ACTIVITY:
Lines of the data that contain the word "Изобилие" are the ones to copy.

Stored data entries
== Segment start ==

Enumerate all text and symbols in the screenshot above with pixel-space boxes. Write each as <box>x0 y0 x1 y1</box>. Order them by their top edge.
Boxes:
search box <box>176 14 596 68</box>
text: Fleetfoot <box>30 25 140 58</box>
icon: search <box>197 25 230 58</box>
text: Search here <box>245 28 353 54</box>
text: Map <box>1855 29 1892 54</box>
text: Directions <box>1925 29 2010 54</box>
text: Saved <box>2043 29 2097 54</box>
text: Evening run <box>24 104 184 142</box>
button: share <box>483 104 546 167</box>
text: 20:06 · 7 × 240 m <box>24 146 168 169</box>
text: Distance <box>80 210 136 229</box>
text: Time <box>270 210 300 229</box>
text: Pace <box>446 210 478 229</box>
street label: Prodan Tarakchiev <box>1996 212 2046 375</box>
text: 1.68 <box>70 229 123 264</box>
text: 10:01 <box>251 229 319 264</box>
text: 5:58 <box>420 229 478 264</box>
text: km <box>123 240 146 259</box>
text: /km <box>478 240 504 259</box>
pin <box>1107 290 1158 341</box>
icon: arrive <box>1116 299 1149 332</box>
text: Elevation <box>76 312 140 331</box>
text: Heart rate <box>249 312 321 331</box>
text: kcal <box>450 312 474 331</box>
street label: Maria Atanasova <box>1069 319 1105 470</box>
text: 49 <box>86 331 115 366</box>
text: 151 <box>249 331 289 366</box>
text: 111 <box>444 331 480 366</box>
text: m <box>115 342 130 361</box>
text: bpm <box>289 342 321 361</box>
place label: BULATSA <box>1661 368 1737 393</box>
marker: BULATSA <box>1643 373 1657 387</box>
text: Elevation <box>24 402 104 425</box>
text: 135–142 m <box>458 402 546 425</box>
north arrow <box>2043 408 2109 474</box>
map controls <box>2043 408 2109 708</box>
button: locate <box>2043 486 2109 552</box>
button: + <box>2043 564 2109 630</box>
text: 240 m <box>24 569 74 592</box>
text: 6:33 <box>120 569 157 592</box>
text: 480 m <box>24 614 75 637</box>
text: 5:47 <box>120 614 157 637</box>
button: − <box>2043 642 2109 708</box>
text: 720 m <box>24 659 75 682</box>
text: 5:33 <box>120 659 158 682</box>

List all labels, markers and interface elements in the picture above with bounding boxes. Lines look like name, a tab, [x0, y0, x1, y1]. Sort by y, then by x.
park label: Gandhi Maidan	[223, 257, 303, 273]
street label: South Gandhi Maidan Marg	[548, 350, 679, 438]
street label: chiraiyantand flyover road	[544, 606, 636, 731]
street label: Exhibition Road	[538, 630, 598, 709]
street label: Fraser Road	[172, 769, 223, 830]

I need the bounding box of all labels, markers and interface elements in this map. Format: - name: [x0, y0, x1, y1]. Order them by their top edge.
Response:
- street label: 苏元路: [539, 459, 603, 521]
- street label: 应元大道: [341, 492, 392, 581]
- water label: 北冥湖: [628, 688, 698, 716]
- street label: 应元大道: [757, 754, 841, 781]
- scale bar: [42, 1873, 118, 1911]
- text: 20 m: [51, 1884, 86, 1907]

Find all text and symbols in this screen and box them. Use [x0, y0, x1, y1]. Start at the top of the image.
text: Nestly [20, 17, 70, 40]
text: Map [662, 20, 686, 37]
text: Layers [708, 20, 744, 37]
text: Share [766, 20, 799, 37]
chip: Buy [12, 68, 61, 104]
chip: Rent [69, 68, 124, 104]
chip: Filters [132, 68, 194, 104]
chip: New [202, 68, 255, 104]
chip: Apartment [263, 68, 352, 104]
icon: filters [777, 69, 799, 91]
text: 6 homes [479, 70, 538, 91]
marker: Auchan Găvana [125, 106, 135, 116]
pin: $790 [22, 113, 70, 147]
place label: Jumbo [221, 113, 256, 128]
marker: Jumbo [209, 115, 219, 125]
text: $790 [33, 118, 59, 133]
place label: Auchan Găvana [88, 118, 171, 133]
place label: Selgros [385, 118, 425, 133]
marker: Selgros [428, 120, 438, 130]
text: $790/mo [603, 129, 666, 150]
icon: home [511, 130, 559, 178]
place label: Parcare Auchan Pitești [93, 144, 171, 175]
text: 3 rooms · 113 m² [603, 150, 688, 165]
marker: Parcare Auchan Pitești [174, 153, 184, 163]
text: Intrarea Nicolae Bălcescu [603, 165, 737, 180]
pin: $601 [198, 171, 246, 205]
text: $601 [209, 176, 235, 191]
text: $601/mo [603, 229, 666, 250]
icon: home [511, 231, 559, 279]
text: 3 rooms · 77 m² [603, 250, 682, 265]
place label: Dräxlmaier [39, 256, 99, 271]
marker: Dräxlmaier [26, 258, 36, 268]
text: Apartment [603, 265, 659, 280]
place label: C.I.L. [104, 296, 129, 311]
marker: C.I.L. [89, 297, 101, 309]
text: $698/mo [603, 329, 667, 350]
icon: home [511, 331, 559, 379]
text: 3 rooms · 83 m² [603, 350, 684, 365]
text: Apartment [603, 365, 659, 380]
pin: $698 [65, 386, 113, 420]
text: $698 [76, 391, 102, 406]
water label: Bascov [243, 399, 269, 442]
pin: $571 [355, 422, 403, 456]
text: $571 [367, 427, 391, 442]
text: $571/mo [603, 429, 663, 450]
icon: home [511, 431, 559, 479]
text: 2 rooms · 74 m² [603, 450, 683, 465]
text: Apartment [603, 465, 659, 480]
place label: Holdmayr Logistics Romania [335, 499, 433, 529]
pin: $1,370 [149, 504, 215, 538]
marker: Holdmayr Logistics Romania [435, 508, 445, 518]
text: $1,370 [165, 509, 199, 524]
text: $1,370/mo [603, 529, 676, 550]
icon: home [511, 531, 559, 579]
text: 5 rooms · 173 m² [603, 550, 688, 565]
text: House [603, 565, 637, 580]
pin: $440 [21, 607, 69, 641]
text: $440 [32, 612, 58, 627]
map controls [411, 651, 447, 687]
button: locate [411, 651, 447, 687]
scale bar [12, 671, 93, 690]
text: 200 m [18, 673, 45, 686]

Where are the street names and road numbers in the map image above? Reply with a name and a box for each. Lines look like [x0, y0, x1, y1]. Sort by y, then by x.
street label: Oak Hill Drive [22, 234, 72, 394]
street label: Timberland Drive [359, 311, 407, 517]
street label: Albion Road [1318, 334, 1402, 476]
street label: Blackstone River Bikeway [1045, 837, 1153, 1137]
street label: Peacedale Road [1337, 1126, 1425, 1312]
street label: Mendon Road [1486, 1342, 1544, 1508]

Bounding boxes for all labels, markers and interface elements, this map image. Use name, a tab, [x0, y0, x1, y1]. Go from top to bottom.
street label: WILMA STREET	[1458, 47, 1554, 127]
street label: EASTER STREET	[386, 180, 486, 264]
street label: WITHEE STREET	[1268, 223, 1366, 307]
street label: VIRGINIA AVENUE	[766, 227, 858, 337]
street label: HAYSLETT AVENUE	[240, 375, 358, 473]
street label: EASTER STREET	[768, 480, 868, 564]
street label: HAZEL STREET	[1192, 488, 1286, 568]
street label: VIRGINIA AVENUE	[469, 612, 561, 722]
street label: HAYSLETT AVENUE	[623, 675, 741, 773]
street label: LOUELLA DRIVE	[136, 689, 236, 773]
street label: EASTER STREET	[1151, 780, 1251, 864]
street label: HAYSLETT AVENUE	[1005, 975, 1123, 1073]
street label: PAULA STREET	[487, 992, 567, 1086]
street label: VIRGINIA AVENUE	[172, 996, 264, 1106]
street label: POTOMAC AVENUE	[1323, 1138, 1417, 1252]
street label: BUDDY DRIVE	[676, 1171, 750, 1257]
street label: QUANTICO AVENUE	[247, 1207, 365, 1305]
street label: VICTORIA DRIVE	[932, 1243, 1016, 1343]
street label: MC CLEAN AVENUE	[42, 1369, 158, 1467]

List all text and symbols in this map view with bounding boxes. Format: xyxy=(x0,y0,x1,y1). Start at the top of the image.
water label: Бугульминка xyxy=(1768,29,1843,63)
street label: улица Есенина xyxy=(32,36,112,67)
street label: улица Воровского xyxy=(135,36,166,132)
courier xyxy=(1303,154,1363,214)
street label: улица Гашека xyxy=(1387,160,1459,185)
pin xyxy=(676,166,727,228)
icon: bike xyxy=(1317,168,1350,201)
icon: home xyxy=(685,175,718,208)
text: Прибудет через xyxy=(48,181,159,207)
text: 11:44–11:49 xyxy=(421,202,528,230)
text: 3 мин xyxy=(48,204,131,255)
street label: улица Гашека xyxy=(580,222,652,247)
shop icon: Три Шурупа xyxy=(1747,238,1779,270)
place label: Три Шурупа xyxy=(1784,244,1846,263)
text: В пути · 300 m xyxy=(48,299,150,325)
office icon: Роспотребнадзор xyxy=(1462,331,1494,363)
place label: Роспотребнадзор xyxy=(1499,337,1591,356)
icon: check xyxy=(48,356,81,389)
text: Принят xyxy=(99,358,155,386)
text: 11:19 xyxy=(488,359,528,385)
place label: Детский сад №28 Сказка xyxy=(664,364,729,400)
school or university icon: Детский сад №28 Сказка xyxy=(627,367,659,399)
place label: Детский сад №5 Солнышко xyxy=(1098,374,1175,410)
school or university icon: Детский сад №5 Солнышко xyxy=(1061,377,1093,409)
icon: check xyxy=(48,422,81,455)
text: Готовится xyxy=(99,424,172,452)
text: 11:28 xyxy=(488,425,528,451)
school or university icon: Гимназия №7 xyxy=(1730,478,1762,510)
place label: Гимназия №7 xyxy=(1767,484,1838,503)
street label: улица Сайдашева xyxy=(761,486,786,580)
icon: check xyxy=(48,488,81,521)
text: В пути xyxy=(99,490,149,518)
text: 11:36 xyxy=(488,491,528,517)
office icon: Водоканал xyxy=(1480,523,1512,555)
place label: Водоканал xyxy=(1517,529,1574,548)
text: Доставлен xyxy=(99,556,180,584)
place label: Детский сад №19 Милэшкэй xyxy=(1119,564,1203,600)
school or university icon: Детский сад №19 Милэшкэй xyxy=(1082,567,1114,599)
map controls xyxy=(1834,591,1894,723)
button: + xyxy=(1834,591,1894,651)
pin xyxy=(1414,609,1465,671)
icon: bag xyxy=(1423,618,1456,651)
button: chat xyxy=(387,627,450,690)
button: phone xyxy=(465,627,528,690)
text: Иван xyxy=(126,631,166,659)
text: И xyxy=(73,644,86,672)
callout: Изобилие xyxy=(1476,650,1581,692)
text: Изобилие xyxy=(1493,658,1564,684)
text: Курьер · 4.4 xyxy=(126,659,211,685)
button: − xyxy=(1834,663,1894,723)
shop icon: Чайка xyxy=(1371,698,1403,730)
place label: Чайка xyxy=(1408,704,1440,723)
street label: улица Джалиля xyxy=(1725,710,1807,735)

== Segment end ==

SOLVED PROBLEM:
callout: Изобилие xyxy=(1476,650,1581,692)
text: Изобилие xyxy=(1493,658,1564,684)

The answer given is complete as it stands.